• _Required work_
Search the records for lines that contain the word "small". Copy them all.
--
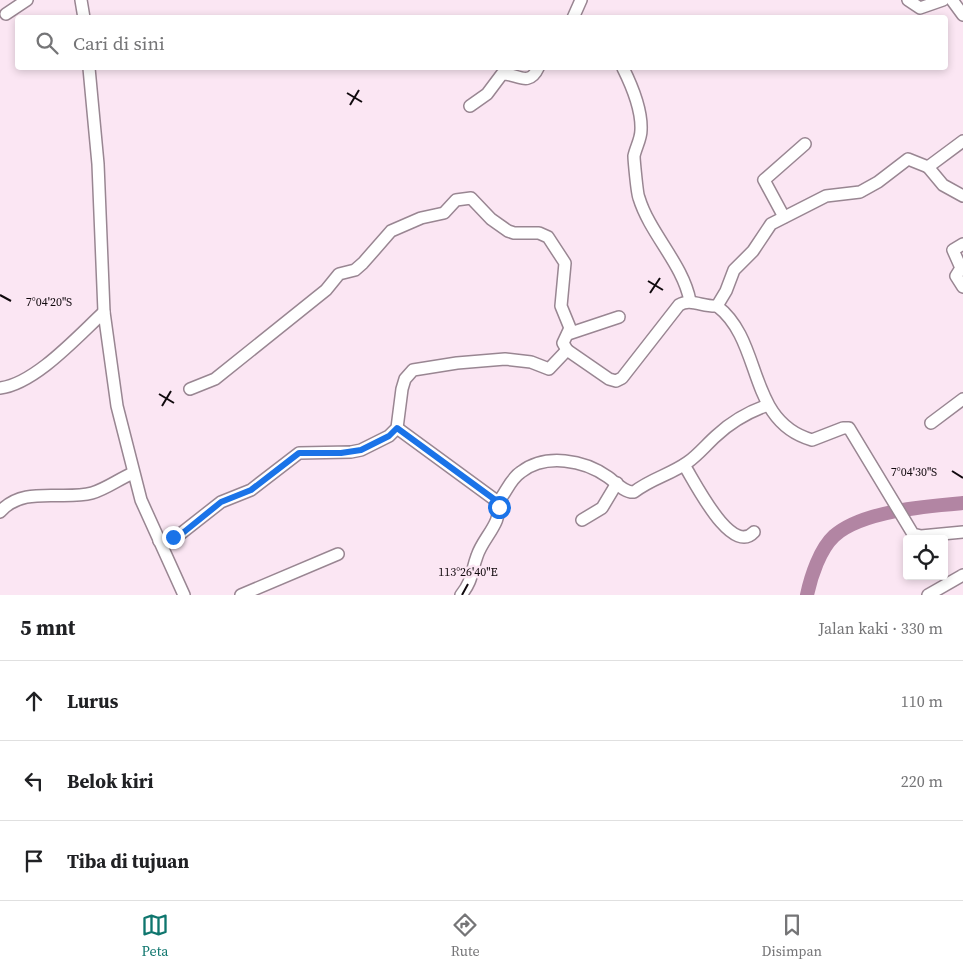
<!DOCTYPE html>
<html lang="id">
<meta charset="utf-8">
<style>
:root{--surface:#fff;--page:#f6f6f6;--text:#202124;--muted:#757577;--line:#e0e0e0;--accent:#0f766e}
body{margin:0;font-family:"Source Serif 4",serif;background:var(--page);color:var(--text)}
.controls{position:absolute;right:15px;bottom:15px;display:grid;overflow:hidden;border-radius:5px;box-shadow:0 2px 8px #0003}
.controls button{width:45px;height:45px;display:grid;place-items:center;padding:0;border:0;border-bottom:1px solid var(--line);background:var(--surface);color:var(--text);font:25px sans-serif}
.stop{position:absolute;width:15px;height:15px;margin:-11px;border:4px solid #1a73e8;border-radius:50%;background:#fff}
.stop.end{background:#1a73e8;border-color:#fff;box-shadow:0 1px 5px #0008}
.list{margin:0;padding:0;list-style:none}
h2{display:flex;justify-content:space-between;align-items:center;height:65px;margin:0;padding:0 20px;font-size:21px}
h2 small{font-size:16px;font-weight:400;color:var(--muted)}
.list li{display:grid;grid-template-columns:32px 1fr auto;gap:15px;align-items:center;box-sizing:border-box;height:80px;padding:0 20px;border-top:1px solid var(--line)}
.list b{display:block;font-size:19px;white-space:nowrap}
.list em{font-size:16px;font-style:normal;color:var(--muted)}
.icon{flex:none;width:28px;height:28px;fill:none;stroke:currentColor;stroke-width:2;stroke-linecap:round;stroke-linejoin:round}
.map{position:relative;flex:none;width:963px;height:595px;overflow:hidden}
.search{position:absolute;background:var(--surface);box-shadow:0 2px 8px #0003;left:15px;right:15px;top:15px;height:55px;display:flex;align-items:center;gap:12px;box-sizing:border-box;padding:0 18px;border-radius:5px;color:var(--muted);font-size:19px}
.sheet{height:305px;background:var(--surface)}
nav{display:flex;justify-content:space-around;align-items:center;box-sizing:border-box;height:70px;border-top:1px solid var(--line);background:var(--surface);font-size:14px;color:var(--muted)}
nav a{display:grid;justify-items:center;gap:2px}
nav .on{color:var(--accent)}
.map>svg:first-child{display:block}
.lines{fill:none;stroke-linecap:round;stroke-linejoin:round}
.river{stroke:#b285a3;stroke-width:14}
.minor-casing{stroke:#998692;stroke-width:14}
.minor{stroke:#fff;stroke-width:11}
.route{stroke:#1a73e8;stroke-width:6}
.ticks{fill:none;stroke:#110a0e;stroke-width:2}
.ticks-label{font-size:12px;text-anchor:middle;fill:#110a0e;stroke:#fbe6f3;stroke-width:5;stroke-linejoin:round;paint-order:stroke}
</style>
<div class="map">
<svg width="963" height="595" viewBox="0 0 963 595">
<rect width="100%" height="100%" fill="#fbe6f3"/>
<g class="lines">
<path class="river" d="M 807,595 C 811,576 820,549 834,536 C 862,511 927,506 963,503"/>
<defs>
<g id="minor">
<path d="M 81,0 L 84,18"/>
<path d="M 908,0 L 920,8 L 943,0"/>
<path d="M 952,0 L 963,15"/>
<path d="M 6,14 L 27,0"/>
<path d="M 573,18 L 581,0"/>
<path d="M 89,68 L 98,164 L 104,312 L 117,406 L 141,500 L 184,595"/>
<path d="M 623,68 C 632,86 642,109 641,130 C 641,139 636,147 634,156 C 634,159 637,194 639,198 C 650,234 683,264 690,301"/>
<path d="M 470,106 L 487,94 L 502,74 C 516,73 529,88 538,68"/>
<path d="M 928,167 L 943,185 L 963,196"/>
<path d="M 784,217 L 764,180 L 805,144"/>
<path d="M 963,244 L 953,250 L 961,268 L 956,276 L 963,287"/>
<path d="M 717,306 C 764,342 746,421 812,440 L 843,428 L 849,428 L 913,534 L 921,536 L 963,532"/>
<path d="M 568,334 L 619,317"/>
<path d="M 0,388 C 35,384 78,336 104,312"/>
<path d="M 190,389 L 215,379 L 326,290 L 339,274 L 355,270 L 363,263 L 391,231 L 421,218 L 444,213 L 456,200 L 471,198 L 491,219 L 508,231 L 514,233 L 539,233 L 548,237 L 565,263 L 561,306 L 570,328 L 563,343 L 567,350"/>
<path d="M 931,423 L 963,399"/>
<path d="M 397,428 L 498,502 C 506,493 510,479 521,472 C 546,453 584,460 608,477 C 615,482 625,493 634,492 C 652,478 670,475 688,462 C 698,455 706,445 716,436 C 732,421 748,412 768,405"/>
<path d="M 684,465 C 694,480 731,557 754,532"/>
<path d="M 0,512 C 23,485 62,501 92,493 C 106,489 119,479 133,473"/>
<path d="M 582,520 L 602,508 L 617,483"/>
<path d="M 159,541 L 179,535 L 221,502 L 251,490 L 299,453 L 351,452 L 361,450 L 389,436 L 397,428 L 402,389 L 405,379 L 413,370 L 457,363 L 505,359 L 531,362 L 549,369 L 567,350 L 609,379 L 616,381 L 622,378 L 679,305 C 690,298 703,307 717,306 L 726,291 L 734,270 L 753,251 L 771,224 L 826,196 L 860,192 L 878,182 L 908,159 L 928,167 L 963,141"/>
<path d="M 241,595 L 338,554"/>
<path d="M 461,595 C 473,580 471,572 477,556 C 483,537 503,523 498,502"/>
<path d="M 928,595 L 963,575"/>
</g>
</defs>
<use href="#minor" class="minor-casing"/>
<use href="#minor" class="minor"/>
</g>
<g class="lines">
<path class="route" d="M 173,537 L 184,532 L 221,502 L 251,490 L 299,453 L 341,453 L 361,450 L 389,436 L 397,428 L 498,502 L 499,507"/>
</g>
<path class="ticks" d="M 347,93 L 362,102M 350,105 L 359,90M 648,281 L 663,290M 650,293 L 660,278M 0,295 L 11,301M 159,394 L 174,403M 162,406 L 171,391M 952,471 L 963,478M 462,595 L 468,584"/>
<g class="ticks-label">
<text x="49" y="306">7°04'20"S</text>
<text x="914" y="476">7°04'30"S</text>
<text x="468" y="576">113°26'40"E</text>
</g>
</svg>
<div class="controls">
<button><svg class="icon" aria-label="locate" viewBox="0 0 24 24"><circle cx="12" cy="12" r="6"/><path d="M12 2v4M12 18v4M2 12h4M18 12h4"/></svg></button>
</div>
<div class="stop" style="left:499px;top:507px"></div>
<div class="stop end" style="left:173px;top:537px"></div>
<div class="search"><svg class="icon" aria-label="search" viewBox="0 0 24 24"><circle cx="10" cy="10" r="6"/><path d="M15 15l6 6"/></svg>Cari di sini</div>
</div>
<section class="sheet">
<h2>5 mnt<small>Jalan kaki · 330 m</small></h2>
<ul class="list">
<li><svg class="icon" aria-label="ahead" viewBox="0 0 24 24"><path d="M12 20V5M6 11l6-6 6 6"/></svg><div><b>Lurus</b></div><em>110 m</em></li>
<li><svg class="icon" aria-label="left" viewBox="0 0 24 24"><path d="M17 20v-9H6M10 6l-5 5 5 5"/></svg><div><b>Belok kiri</b></div><em>220 m</em></li>
<li><svg class="icon" aria-label="arrive" viewBox="0 0 24 24"><path d="M6 21V4h12l-3 4 3 4H6"/></svg><div><b>Tiba di tujuan</b></div></li>
</ul>
</section>
<nav>
<a class="on"><svg class="icon" aria-label="map" viewBox="0 0 24 24"><path d="M3 6l6-2 6 2 6-2v14l-6 2-6-2-6 2zM9 4v14M15 6v14"/></svg>Peta</a>
<a><svg class="icon" aria-label="directions" viewBox="0 0 24 24"><path d="M12 3l9 9-9 9-9-9zM9 14v-3h6M13 9l2 2-2 2"/></svg>Rute</a>
<a><svg class="icon" aria-label="saved" viewBox="0 0 24 24"><path d="M7 4h10v16l-5-4-5 4z"/></svg>Disimpan</a>
</nav>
--
• _Finished task_
h2 small{font-size:16px;font-weight:400;color:var(--muted)}
<h2>5 mnt<small>Jalan kaki · 330 m</small></h2>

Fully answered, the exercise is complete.